Type the listing below out again exactly. No images.
☆ ☆ ☆ ☆ ☆ ☆ ☆
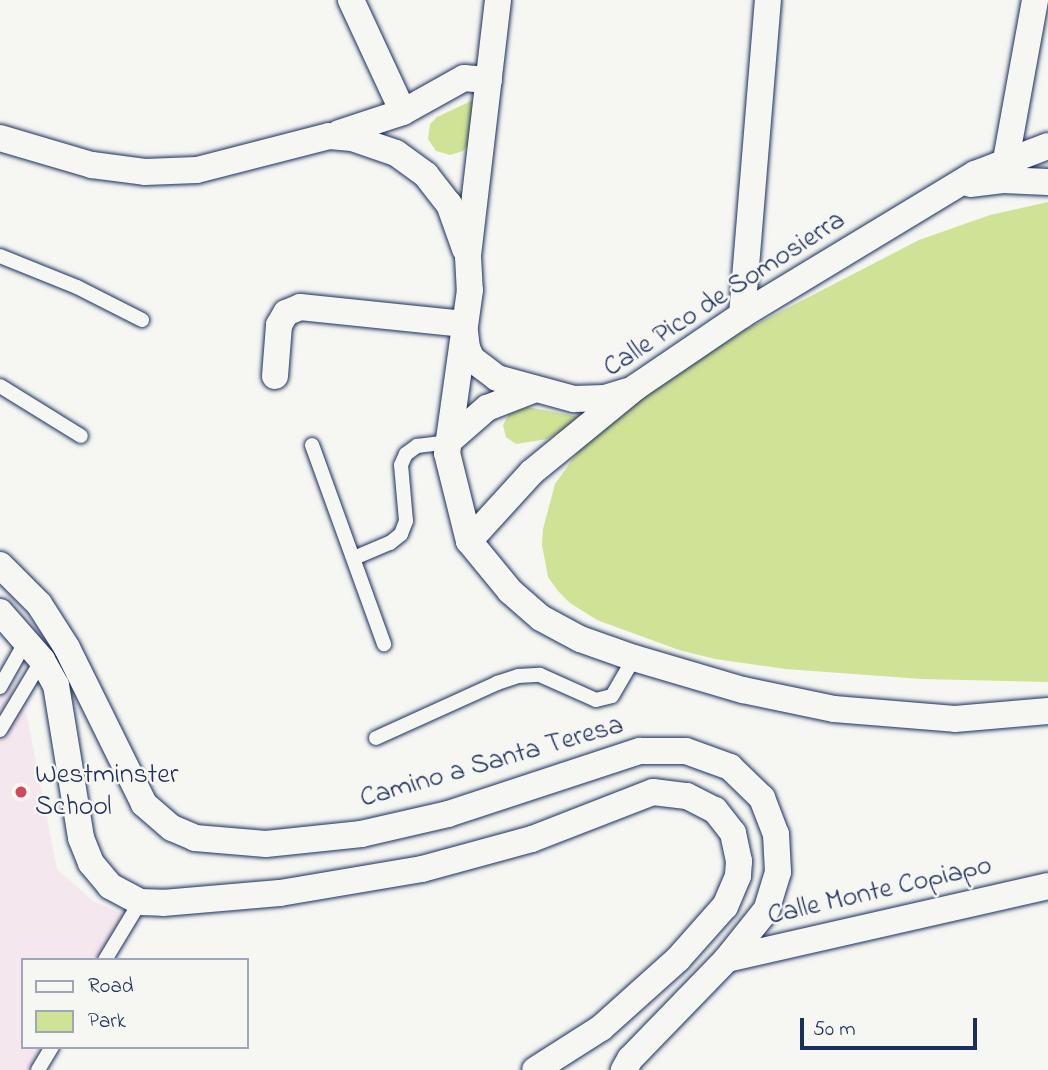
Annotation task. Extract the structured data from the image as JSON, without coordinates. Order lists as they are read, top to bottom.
{
  "streets": {
    "street": ["Calle Pico de Somosierra", "Camino a Santa Teresa", "Calle Monte Copiapo"]
  },
  "crossings": [
    ["Camino a Santa Teresa", "Calle Monte Copiapo"]
  ],
  "places": ["Westminster School"],
  "legend": ["Road", "Park"],
  "scale_bar": "50 m"
}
☆ ☆ ☆ ☆ ☆ ☆ ☆
→ **SOLUTION FOR THIS EXERCISE**
Annotation task. Extract the structured data from the image as JSON, without coordinates. Order lists as they are read, top to bottom.
{
  "streets": {
    "street": ["Calle Pico de Somosierra", "Camino a Santa Teresa", "Calle Monte Copiapo"]
  },
  "crossings": [
    ["Camino a Santa Teresa", "Calle Monte Copiapo"]
  ],
  "places": ["Westminster School"],
  "legend": ["Road", "Park"],
  "scale_bar": "50 m"
}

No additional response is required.